Our discussion this time is ranging all over, but it all seems related to our hoped-for Regulatory section.

Maybe we need a discussion in the Regulatory section about what "consent" maps to in UMA's "authorization" concept. There is a notion of authorization as a thing that can be dynamic – an RO can grant authorization and later revoke it (by an interaction with the AS that is actually outside the protocol but in scope for our model text), at a grain that is finer than Ts & Cs, and empowered by that grain, by the option to "Share" at will, and by the option to "un-share" any portion of the resource at will. John likes the phrase "Dynamic Consent"... It may be taken already.

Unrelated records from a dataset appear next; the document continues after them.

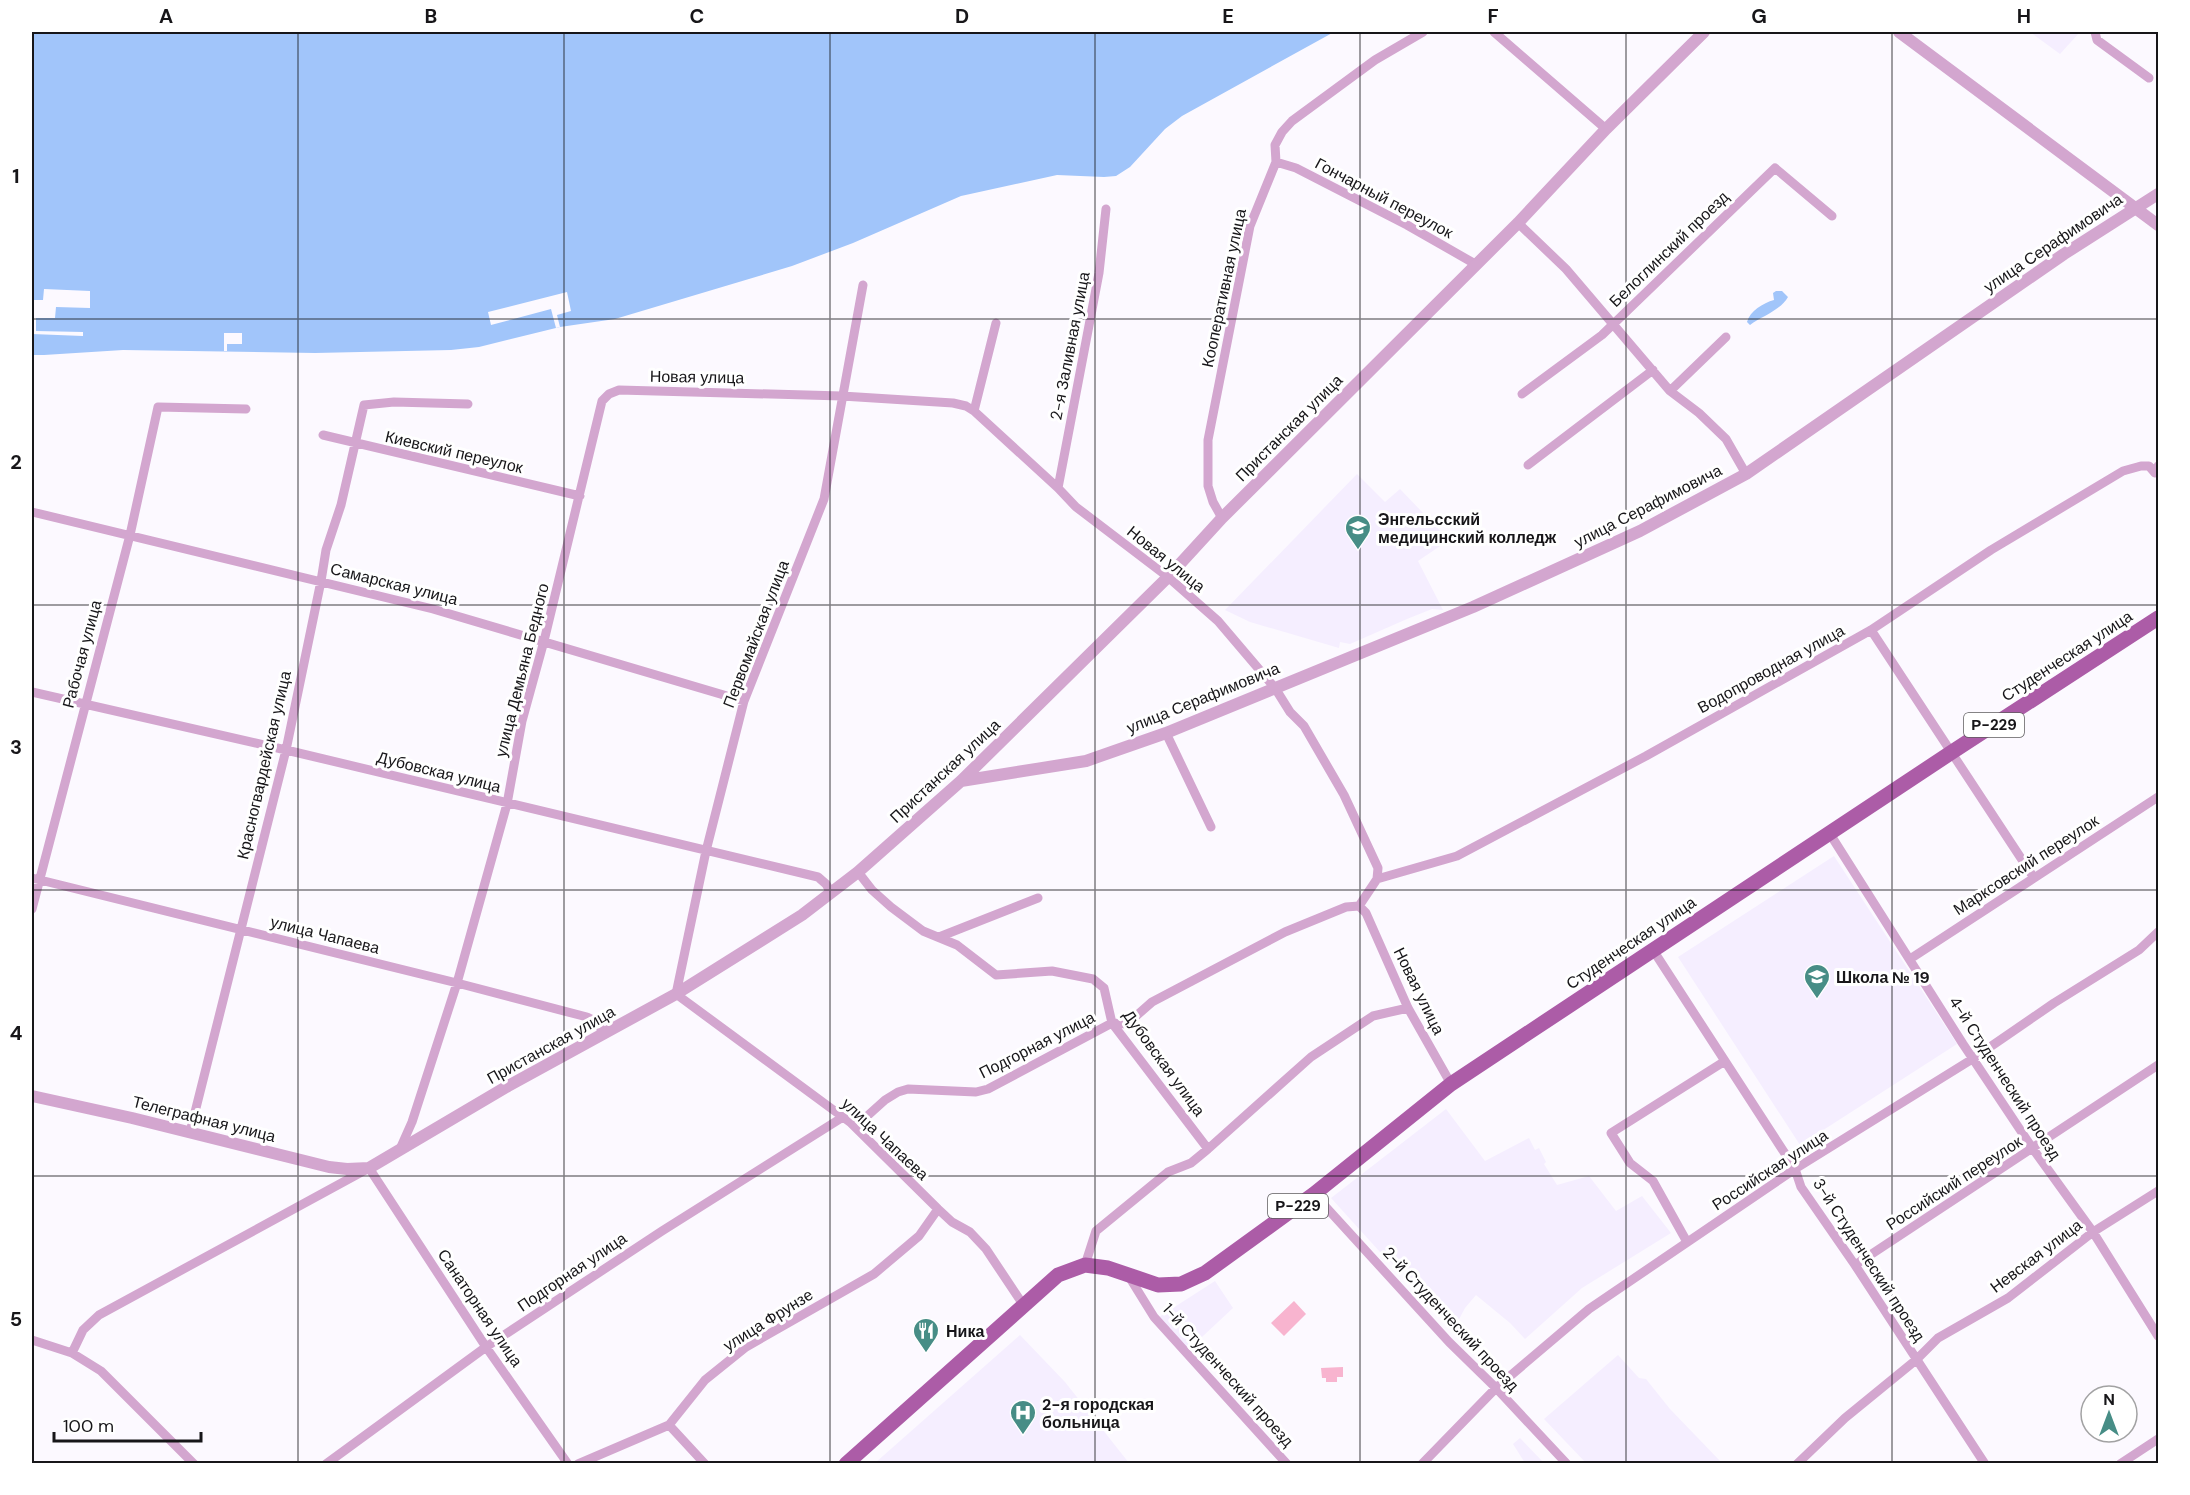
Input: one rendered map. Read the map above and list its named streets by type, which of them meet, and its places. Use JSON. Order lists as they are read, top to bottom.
{
  "streets": {
    "main road": ["Студенческая улица", "Р-229"],
    "street": [
      "Гончарный переулок",
      "улица Серафимовича",
      "Белоглинский проезд",
      "Кооперативная улица",
      "2-я Заливная улица",
      "Новая улица",
      "Пристанская улица",
      "Киевский переулок",
      "Самарская улица",
      "Первомайская улица",
      "Рабочая улица",
      "Водопроводная улица",
      "улица Демьяна Бедного",
      "Красногвардейская улица",
      "Дубовская улица",
      "Марксовский переулок",
      "улица Чапаева",
      "Подгорная улица",
      "4-й Студенческий проезд",
      "Телеграфная улица",
      "Российская улица",
      "Российский переулок",
      "Невская улица",
      "3-й Студенческий проезд",
      "Санаторная улица",
      "2-й Студенческий проезд",
      "улица Фрунзе",
      "1-й Студенческий проезд"
    ]
  },
  "crossings": [
    ["Гончарный переулок", "Кооперативная улица"],
    ["Гончарный переулок", "Пристанская улица"],
    ["улица Серафимовича", "Новая улица"],
    ["улица Серафимовича", "Пристанская улица"],
    ["Кооперативная улица", "Пристанская улица"],
    ["2-я Заливная улица", "Новая улица"],
    ["Новая улица", "Пристанская улица"],
    ["Новая улица", "Первомайская улица"],
    ["Новая улица", "Студенческая улица"],
    ["Новая улица", "Водопроводная улица"],
    ["Новая улица", "улица Демьяна Бедного"],
    ["Новая улица", "Подгорная улица"],
    ["Пристанская улица", "Первомайская улица"],
    ["Пристанская улица", "улица Демьяна Бедного"],
    ["Пристанская улица", "Дубовская улица"],
    ["Пристанская улица", "улица Чапаева"],
    ["Пристанская улица", "Телеграфная улица"],
    ["Пристанская улица", "Санаторная улица"],
    ["Киевский переулок", "улица Демьяна Бедного"],
    ["Киевский переулок", "Красногвардейская улица"],
    ["Самарская улица", "Первомайская улица"],
    ["Самарская улица", "Рабочая улица"],
    ["Самарская улица", "улица Демьяна Бедного"],
    ["Самарская улица", "Красногвардейская улица"],
    ["Первомайская улица", "Дубовская улица"],
    ["Первомайская улица", "улица Чапаева"],
    ["Рабочая улица", "Дубовская улица"],
    ["Рабочая улица", "улица Чапаева"],
    ["Студенческая улица", "Р-229"],
    ["Студенческая улица", "4-й Студенческий проезд"],
    ["Студенческая улица", "3-й Студенческий проезд"],
    ["Студенческая улица", "2-й Студенческий проезд"],
    ["Студенческая улица", "1-й Студенческий проезд"],
    ["улица Демьяна Бедного", "Дубовская улица"],
    ["улица Демьяна Бедного", "улица Чапаева"],
    ["Р-229", "1-й Студенческий проезд"],
    ["Красногвардейская улица", "Дубовская улица"],
    ["Красногвардейская улица", "улица Чапаева"],
    ["Красногвардейская улица", "Телеграфная улица"],
    ["Дубовская улица", "Подгорная улица"],
    ["Марксовский переулок", "4-й Студенческий проезд"],
    ["улица Чапаева", "Подгорная улица"],
    ["улица Чапаева", "улица Фрунзе"],
    ["Подгорная улица", "Санаторная улица"],
    ["4-й Студенческий проезд", "Российская улица"],
    ["4-й Студенческий проезд", "Российский переулок"],
    ["4-й Студенческий проезд", "Невская улица"],
    ["Телеграфная улица", "Санаторная улица"],
    ["Российская улица", "3-й Студенческий проезд"],
    ["Российская улица", "2-й Студенческий проезд"],
    ["Российский переулок", "3-й Студенческий проезд"],
    ["Невская улица", "3-й Студенческий проезд"]
  ],
  "places": {
    "school or university": ["Энгельсский медицинский колледж", "Школа № 19"],
    "restaurant": ["Ника"],
    "hospital": ["2-я городская больница"]
  },
  "scale_bar": "100 m",
  "north": "top",
  "grid": {
    "columns": [
      "A",
      "B",
      "C",
      "D",
      "E",
      "F",
      "G",
      "H"
    ],
    "rows": [
      "1",
      "2",
      "3",
      "4",
      "5"
    ]
  }
}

See this Nature article.

Hazard@All: could have an obligation on the data user to destroy.  Like my passport number for a hotel stay.
Hazard@All: but once the other guy has it, we need to rely on some other method to have them delete it.
Hazard@All: either contract or escrow
Hazard@All: that is a matter of legal verbiage, I think
Hazard@All: the lawyers phrase it however seems to work
Hazard@All: and the vocabulary will change based on dozens of factors, including the common vocabulary of the business sector, jurisdiction and language
Hazard@All: notice can be specified however you want - right?
Hazard@All: you can use my stuff but you agree to text me whenever you do.

Would we have to deal with privacy/data protection regulations as property-based vs. rights-based in our model text? We may very well, but it needs more discussion. Could Jeffrey apply his model?

AI: Eve: Ask if Jeffrey would be willing to adapt his Information Governance school assignment into a small scenario for the primer, adding Alice to it, as an alternative scenario for consideration.